What the task asks: Could you extract every entry below and reproduce it exactly?

Information supplied:
+++++

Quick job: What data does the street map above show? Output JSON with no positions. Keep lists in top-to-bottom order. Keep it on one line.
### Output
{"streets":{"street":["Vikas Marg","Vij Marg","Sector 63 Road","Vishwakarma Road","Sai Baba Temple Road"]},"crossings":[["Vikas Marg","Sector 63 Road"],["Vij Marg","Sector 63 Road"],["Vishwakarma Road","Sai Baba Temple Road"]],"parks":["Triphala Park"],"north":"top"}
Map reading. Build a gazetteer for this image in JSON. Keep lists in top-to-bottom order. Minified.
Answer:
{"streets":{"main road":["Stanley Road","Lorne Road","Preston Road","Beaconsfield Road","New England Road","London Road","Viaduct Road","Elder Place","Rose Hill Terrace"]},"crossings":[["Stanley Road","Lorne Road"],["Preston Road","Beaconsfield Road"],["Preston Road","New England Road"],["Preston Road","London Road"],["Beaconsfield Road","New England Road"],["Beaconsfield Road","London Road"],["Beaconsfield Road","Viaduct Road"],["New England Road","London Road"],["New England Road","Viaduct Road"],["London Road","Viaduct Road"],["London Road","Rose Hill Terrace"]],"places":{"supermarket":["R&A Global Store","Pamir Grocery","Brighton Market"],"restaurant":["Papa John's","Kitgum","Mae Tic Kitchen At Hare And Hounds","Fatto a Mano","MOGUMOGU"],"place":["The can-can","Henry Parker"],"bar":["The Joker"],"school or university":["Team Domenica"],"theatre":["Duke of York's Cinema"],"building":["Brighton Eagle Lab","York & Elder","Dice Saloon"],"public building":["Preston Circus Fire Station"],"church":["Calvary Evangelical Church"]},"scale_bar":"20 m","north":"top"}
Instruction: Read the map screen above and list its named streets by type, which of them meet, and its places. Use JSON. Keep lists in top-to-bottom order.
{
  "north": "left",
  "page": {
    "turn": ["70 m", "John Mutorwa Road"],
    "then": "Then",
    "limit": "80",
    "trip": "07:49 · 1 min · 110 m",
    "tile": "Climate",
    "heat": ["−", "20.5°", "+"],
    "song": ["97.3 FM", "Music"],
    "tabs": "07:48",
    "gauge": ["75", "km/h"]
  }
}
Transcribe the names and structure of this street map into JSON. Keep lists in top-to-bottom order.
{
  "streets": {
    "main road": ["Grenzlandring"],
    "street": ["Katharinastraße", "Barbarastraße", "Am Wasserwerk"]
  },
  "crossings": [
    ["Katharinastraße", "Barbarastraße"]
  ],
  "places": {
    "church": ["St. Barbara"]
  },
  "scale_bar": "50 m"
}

+++++

Expected answer:
Quick job: What data does the street map above show? Output JSON with no positions. Keep lists in top-to-bottom order. Keep it on one line.
### Output
{"streets":{"street":["Vikas Marg","Vij Marg","Sector 63 Road","Vishwakarma Road","Sai Baba Temple Road"]},"crossings":[["Vikas Marg","Sector 63 Road"],["Vij Marg","Sector 63 Road"],["Vishwakarma Road","Sai Baba Temple Road"]],"parks":["Triphala Park"],"north":"top"}
Map reading. Build a gazetteer for this image in JSON. Keep lists in top-to-bottom order. Minified.
Answer:
{"streets":{"main road":["Stanley Road","Lorne Road","Preston Road","Beaconsfield Road","New England Road","London Road","Viaduct Road","Elder Place","Rose Hill Terrace"]},"crossings":[["Stanley Road","Lorne Road"],["Preston Road","Beaconsfield Road"],["Preston Road","New England Road"],["Preston Road","London Road"],["Beaconsfield Road","New England Road"],["Beaconsfield Road","London Road"],["Beaconsfield Road","Viaduct Road"],["New England Road","London Road"],["New England Road","Viaduct Road"],["London Road","Viaduct Road"],["London Road","Rose Hill Terrace"]],"places":{"supermarket":["R&A Global Store","Pamir Grocery","Brighton Market"],"restaurant":["Papa John's","Kitgum","Mae Tic Kitchen At Hare And Hounds","Fatto a Mano","MOGUMOGU"],"place":["The can-can","Henry Parker"],"bar":["The Joker"],"school or university":["Team Domenica"],"theatre":["Duke of York's Cinema"],"building":["Brighton Eagle Lab","York & Elder","Dice Saloon"],"public building":["Preston Circus Fire Station"],"church":["Calvary Evangelical Church"]},"scale_bar":"20 m","north":"top"}
Instruction: Read the map screen above and list its named streets by type, which of them meet, and its places. Use JSON. Keep lists in top-to-bottom order.
{
  "north": "left",
  "page": {
    "turn": ["70 m", "John Mutorwa Road"],
    "then": "Then",
    "limit": "80",
    "trip": "07:49 · 1 min · 110 m",
    "tile": "Climate",
    "heat": ["−", "20.5°", "+"],
    "song": ["97.3 FM", "Music"],
    "tabs": "07:48",
    "gauge": ["75", "km/h"]
  }
}
Transcribe the names and structure of this street map into JSON. Keep lists in top-to-bottom order.
{
  "streets": {
    "main road": ["Grenzlandring"],
    "street": ["Katharinastraße", "Barbarastraße", "Am Wasserwerk"]
  },
  "crossings": [
    ["Katharinastraße", "Barbarastraße"]
  ],
  "places": {
    "church": ["St. Barbara"]
  },
  "scale_bar": "50 m"
}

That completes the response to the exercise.